The Crane Wife / CJ Hauser
You can get rid of everything else, the phone numbers and the photos, and still you will have these stories banging around inside you.
This is the first time you understand that, when people talk about moving on, they don’t mean that you won’t remember or bleed anymore. Just that you’ll go on to do other things. Meet other people. And yet, in the middle of a normal day, something as simple as a stone wall can still suddenly and invisibly destroy you. And because it’s too much to explain, most days, when this happens, you’ll just keep driving along. You won’t mention the wall or what it summons to anyone. And it’s this silence, more than anything else, that defines moving on.
p. 32
That’s what I wanted, I decided. A Dex. Someone who sees you for the horror show you are, and opts in. Someone who relentlessly sees what’s wrong with you, and pushes you to be better. That, I decided, was the most honest way of being in love.
p. 47
I need you to know: I hated that I needed more than this from him. There is nothing more humiliating to me than my own desires. Nothing that makes me hate myself more than being burdensome and less than self-sufficient. I did not want to feel like the kind of nagging woman who might exist in a sit-com.

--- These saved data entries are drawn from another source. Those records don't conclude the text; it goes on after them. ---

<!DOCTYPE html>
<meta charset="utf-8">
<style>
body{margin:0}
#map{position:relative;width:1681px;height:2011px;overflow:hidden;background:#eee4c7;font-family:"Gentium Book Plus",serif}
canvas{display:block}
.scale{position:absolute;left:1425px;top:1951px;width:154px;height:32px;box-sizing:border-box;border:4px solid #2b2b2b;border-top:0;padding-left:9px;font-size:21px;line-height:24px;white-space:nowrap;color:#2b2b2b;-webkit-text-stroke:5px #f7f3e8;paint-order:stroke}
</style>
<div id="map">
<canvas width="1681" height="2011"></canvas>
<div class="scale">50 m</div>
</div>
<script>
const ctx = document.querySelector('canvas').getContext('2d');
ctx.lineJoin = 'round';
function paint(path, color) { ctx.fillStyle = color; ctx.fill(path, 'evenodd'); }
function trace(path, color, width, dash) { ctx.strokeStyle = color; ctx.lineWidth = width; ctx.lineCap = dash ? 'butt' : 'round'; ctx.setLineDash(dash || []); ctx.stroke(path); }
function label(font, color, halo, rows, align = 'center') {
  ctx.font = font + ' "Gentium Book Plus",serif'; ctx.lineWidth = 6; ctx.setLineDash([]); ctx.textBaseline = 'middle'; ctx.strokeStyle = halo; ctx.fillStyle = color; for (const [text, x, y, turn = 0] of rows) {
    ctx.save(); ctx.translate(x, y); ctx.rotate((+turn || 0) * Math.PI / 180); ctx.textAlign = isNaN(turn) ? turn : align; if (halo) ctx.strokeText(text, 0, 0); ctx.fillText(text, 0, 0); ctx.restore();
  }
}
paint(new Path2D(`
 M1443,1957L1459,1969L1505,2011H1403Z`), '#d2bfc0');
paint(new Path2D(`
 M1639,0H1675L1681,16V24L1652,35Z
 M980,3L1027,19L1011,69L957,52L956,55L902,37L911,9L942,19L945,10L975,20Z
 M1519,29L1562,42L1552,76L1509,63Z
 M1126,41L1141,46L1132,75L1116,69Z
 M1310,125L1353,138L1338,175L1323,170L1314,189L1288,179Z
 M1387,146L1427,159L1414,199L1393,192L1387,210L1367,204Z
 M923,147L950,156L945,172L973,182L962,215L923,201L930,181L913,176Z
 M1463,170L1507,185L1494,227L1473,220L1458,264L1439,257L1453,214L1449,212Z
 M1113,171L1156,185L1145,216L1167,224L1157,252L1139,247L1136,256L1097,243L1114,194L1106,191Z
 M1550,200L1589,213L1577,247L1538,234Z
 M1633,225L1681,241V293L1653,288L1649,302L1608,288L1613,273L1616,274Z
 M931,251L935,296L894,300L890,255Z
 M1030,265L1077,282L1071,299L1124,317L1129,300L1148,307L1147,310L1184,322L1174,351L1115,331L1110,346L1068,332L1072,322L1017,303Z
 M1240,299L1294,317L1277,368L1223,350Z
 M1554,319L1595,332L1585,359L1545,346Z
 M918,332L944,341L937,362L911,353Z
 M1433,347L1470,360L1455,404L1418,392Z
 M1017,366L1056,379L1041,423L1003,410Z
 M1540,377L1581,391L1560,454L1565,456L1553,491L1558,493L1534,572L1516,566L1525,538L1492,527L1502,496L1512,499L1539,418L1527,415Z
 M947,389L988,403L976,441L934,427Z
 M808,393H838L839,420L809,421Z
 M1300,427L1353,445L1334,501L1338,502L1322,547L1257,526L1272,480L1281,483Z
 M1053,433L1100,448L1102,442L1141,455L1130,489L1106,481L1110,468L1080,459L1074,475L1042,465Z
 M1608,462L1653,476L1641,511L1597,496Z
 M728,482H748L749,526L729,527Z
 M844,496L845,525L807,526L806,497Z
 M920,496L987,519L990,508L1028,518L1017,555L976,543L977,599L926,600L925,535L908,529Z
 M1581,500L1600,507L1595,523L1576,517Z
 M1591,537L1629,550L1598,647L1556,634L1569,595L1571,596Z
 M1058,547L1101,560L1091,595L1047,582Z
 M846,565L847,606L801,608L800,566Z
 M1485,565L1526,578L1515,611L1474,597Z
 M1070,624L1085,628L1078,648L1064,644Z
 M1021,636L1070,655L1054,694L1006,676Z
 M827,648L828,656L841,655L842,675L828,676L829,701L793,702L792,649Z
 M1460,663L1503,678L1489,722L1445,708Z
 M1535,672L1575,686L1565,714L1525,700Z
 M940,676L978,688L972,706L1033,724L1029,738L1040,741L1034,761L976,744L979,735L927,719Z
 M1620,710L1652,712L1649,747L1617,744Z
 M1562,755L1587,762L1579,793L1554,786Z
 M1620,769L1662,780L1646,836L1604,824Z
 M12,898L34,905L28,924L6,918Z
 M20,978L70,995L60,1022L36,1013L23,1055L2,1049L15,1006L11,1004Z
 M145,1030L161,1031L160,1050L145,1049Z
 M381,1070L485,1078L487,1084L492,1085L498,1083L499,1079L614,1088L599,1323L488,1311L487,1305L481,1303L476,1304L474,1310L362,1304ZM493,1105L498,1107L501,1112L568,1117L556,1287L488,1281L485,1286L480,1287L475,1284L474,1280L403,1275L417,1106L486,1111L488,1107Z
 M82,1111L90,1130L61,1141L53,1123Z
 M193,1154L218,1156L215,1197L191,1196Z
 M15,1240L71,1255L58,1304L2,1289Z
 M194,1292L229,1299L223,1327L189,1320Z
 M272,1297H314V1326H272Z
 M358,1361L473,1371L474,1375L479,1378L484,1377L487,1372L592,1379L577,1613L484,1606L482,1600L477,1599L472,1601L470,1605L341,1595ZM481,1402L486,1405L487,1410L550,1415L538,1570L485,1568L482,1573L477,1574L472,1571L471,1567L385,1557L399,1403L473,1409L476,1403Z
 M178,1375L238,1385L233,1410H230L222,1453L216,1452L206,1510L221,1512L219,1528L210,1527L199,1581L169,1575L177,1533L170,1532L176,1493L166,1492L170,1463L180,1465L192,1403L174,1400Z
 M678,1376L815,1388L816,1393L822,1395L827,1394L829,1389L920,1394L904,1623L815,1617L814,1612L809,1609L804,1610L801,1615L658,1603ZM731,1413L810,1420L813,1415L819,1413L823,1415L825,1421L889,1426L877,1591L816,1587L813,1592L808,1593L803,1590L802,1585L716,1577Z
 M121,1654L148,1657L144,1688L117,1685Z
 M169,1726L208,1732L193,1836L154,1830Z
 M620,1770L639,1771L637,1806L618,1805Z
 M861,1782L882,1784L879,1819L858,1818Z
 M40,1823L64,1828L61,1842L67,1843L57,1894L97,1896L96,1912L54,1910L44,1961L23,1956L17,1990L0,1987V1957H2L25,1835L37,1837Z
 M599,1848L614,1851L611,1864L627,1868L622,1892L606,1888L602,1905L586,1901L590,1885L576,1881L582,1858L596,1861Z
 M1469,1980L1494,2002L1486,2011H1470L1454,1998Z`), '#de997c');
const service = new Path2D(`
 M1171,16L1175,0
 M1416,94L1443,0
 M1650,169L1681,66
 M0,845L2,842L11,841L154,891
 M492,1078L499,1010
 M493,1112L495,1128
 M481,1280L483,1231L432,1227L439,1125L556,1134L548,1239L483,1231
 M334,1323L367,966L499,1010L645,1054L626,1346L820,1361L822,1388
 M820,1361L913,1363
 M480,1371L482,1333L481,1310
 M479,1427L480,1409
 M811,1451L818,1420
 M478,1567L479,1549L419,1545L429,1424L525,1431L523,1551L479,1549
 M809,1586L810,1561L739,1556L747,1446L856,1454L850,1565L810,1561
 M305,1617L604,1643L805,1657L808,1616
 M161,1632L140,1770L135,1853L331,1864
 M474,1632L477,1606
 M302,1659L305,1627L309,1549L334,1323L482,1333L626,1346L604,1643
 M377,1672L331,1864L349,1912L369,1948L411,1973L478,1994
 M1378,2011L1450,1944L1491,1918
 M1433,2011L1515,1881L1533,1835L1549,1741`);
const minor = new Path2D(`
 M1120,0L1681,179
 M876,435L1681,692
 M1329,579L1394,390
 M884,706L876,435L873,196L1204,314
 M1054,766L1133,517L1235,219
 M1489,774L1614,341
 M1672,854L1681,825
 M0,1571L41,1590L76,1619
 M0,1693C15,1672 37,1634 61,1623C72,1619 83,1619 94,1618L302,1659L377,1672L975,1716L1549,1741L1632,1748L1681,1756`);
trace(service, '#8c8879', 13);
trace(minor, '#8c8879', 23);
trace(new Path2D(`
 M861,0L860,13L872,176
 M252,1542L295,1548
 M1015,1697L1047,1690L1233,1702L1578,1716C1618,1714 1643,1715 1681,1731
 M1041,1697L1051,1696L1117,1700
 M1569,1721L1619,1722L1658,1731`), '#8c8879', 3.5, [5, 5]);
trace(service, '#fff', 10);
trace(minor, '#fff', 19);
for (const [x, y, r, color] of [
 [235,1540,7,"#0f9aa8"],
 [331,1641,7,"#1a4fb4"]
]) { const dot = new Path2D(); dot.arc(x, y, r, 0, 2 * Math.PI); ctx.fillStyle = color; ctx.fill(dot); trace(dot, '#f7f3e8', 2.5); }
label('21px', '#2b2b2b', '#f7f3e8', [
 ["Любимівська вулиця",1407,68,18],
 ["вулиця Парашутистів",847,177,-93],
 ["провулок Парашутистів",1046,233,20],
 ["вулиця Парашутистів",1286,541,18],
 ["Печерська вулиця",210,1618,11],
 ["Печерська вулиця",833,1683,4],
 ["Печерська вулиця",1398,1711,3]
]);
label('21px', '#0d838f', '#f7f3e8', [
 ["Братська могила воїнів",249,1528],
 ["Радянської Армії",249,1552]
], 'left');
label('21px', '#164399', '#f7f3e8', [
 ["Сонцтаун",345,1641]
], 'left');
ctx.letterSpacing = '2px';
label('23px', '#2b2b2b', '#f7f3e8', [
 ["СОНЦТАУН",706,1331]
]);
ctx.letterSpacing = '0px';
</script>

These were small things, and I told myself it was stupid to feel disappointed by them. I had arrived in my thirties believing that to need things from others made you weak. I think this is true for lots of people but I think it is especially true for women. When men desire things, they are “passionate.” When they feel they have not received something they need, they are “deprived,” or even “emasculated,” and given permission for all sorts of behavior. But when a woman needs, she is needy. She is meant to contain within her own self everything necessary to be happy.
p. 75
Back then, I was in the autopsy business. Dissecting my failed relationships in search of answers. From every relationship postmortem came new rules about what I should and should not do in the next one. My autopsy rules multiplied over time, until there were so many I could hardly keep track of them. But I kept doing it, because maybe, if I investigated my own failures closely enough, I could pretend that love, that life, was an endeavor a person could undertake with only a reasonable amount of risk.
In short, I was trying to science the shit out of my love life. And of all of my theories, metrics, and madnesses, none messed me up more than my experiments in Scullymulderism.